Urbanista acha que acabar com todas as favelas é impossível

É impossível erradicar as favelas no mundo atual. Essa ideia foi uma ilusão modernista, segundo o urbanista italiano Bernardo Secchi, 75, um dos mais renomados do mundo. "Não temos tempo, meios nem dinheiro para fazer isso", disse à Folha.
Secchi criticou o isolamento das favelas brasileiras e elogiou Brasília - "um dos projetos mais importantes do século 20". Ideia de acabar com as favelas foi uma ilusão modernista

ENTREVISTA
BERNARDO SECCHI

Urbanista italiano visitou a favela de Paraisópolis e diz não achar possível transformá-la em um bairro normal.

MARIO CESAR CARVALHO
VINICIUS QUEIROZ GALVÃO
DA REPORTAGEM LOCAL - 19/04/2010

As favelas se tornaram um fenômeno tão onipresente que é impossível acabar com elas. "Não temos tempo, meios nem dinheiro para fazer isso", disse à Folha o italiano Bernardo Secchi, 75, um dos urbanistas mais renomados do mundo.

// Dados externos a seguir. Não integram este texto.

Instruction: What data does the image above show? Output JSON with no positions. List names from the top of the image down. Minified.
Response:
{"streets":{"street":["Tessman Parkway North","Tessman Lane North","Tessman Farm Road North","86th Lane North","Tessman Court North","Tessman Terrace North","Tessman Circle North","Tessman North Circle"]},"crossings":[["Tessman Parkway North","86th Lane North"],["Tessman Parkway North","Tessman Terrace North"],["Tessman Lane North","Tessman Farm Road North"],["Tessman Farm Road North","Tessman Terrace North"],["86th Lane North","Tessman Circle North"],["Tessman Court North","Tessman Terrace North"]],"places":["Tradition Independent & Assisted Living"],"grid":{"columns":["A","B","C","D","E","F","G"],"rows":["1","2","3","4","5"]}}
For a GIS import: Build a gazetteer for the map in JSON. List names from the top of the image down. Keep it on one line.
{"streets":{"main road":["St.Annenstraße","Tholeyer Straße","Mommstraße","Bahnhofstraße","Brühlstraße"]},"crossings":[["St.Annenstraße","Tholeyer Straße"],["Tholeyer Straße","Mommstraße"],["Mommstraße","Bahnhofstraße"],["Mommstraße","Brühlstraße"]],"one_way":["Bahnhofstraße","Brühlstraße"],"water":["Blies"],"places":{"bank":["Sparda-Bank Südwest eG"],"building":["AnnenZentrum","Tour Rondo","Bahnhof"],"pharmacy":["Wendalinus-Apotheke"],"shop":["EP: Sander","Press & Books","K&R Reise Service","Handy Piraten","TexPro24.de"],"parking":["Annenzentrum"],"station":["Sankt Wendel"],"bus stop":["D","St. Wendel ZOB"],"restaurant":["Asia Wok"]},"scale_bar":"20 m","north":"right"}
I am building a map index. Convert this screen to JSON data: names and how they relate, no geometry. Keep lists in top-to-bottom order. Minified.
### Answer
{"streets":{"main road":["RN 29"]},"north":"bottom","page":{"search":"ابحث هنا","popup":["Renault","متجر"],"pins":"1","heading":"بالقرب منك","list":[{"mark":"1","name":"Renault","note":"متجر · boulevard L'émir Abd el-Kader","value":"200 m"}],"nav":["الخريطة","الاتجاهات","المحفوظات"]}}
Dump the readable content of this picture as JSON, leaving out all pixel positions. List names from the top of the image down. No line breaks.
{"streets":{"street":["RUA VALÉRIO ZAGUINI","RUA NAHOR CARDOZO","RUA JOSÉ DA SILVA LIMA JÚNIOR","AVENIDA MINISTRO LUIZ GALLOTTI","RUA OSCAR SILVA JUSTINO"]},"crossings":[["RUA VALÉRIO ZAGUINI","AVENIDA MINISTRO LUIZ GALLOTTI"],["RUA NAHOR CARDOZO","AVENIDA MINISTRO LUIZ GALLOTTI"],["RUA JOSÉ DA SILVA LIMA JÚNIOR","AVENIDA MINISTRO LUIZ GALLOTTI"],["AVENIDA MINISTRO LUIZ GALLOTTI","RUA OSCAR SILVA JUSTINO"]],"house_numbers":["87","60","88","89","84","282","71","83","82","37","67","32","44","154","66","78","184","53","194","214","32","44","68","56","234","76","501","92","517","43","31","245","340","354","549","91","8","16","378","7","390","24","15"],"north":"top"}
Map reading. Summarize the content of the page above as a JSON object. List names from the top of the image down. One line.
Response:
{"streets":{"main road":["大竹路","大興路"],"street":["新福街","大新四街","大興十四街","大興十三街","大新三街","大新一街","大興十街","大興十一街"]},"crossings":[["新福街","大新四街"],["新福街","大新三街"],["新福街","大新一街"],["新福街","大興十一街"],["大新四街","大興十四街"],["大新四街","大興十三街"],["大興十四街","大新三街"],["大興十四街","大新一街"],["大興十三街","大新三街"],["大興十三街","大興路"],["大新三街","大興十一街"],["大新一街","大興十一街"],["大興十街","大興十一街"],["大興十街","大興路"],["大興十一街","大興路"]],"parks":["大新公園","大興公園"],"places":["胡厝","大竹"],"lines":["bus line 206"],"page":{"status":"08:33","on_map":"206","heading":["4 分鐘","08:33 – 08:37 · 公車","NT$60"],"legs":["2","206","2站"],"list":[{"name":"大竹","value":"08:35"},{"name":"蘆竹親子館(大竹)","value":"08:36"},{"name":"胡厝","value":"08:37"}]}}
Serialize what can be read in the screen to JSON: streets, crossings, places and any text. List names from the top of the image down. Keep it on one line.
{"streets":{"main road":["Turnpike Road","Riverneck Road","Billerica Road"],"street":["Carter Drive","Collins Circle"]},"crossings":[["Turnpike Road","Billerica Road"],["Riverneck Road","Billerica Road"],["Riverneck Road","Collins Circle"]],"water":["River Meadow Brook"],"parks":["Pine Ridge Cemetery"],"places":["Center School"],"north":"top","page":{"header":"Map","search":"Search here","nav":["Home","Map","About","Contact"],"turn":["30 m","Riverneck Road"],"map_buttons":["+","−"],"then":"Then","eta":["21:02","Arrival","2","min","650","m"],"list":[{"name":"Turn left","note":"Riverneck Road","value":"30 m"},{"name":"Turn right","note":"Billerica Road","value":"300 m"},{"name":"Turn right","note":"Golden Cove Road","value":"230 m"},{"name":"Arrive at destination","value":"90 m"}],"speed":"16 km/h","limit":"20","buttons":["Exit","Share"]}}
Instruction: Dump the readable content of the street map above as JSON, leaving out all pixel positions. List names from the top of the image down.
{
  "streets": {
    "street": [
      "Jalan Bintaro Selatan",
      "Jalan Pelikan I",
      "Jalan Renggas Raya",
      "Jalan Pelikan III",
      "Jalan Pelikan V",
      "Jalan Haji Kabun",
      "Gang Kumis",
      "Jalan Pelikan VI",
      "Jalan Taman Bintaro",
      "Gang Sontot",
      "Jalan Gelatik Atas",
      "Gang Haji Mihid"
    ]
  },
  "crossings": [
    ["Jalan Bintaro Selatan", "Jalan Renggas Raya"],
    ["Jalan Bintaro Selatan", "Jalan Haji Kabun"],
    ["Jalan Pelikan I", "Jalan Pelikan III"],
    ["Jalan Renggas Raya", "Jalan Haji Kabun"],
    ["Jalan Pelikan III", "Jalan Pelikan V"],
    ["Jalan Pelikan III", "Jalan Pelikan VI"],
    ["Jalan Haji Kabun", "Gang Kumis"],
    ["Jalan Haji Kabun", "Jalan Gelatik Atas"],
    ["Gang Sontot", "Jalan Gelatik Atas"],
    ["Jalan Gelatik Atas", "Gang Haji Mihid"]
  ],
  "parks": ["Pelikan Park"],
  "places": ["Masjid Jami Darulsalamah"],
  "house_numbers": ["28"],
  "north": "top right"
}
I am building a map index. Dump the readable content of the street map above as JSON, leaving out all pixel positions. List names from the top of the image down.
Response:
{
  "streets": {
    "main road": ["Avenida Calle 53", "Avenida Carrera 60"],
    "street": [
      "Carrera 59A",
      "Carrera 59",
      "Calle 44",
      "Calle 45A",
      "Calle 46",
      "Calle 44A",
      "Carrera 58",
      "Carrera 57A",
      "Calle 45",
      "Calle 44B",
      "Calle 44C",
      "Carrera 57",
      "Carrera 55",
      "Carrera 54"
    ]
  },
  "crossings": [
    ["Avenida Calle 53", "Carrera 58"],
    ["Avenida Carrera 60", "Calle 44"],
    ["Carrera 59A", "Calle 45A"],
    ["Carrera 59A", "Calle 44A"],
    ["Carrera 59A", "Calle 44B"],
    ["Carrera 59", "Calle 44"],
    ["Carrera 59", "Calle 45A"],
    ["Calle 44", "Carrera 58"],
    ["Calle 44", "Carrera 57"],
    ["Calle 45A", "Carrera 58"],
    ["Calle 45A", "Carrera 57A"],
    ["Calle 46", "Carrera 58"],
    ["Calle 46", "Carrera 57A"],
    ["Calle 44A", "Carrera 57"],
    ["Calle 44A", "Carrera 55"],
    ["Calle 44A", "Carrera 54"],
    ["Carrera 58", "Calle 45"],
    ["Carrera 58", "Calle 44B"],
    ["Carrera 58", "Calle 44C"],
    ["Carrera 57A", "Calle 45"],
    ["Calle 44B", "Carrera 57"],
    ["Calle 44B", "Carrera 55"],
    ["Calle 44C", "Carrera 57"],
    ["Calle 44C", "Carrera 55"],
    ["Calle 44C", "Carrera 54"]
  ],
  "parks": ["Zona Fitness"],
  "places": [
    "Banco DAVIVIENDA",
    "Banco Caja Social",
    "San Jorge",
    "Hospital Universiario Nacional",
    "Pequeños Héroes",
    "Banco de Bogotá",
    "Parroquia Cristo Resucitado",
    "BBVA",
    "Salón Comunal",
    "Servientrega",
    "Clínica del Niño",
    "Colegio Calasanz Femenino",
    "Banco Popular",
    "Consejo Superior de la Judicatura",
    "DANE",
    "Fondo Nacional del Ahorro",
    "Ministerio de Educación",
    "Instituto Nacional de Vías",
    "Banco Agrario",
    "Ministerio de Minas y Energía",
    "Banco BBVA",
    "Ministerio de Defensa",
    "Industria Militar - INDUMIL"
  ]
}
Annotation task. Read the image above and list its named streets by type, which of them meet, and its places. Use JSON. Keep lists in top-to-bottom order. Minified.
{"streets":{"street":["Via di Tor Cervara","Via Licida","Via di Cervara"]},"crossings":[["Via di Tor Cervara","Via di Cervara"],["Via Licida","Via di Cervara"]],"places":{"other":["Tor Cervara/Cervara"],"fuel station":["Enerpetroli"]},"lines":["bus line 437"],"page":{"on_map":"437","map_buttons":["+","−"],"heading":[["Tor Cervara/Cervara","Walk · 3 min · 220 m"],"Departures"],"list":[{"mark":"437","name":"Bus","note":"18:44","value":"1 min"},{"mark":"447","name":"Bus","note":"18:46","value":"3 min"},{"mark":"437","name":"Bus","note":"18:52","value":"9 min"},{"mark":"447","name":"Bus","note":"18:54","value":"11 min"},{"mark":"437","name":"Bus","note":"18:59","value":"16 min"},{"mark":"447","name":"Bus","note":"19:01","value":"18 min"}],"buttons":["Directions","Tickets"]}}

Secchi é um dos dez urbanistas convidados pelo presidente francês Nicolas Sarkozy para pensar a Paris de 2030. Fez também planos para Madri, Roma e Londres. A ideia de acabar com as favelas foi uma ilusão modernista, segundo ele. "Temos de partir da cidade que existia antes da modernidade, quando as cidades eram mais diversificadas", explicou numa conferência em São Paulo para 450 pessoas, na semana passada.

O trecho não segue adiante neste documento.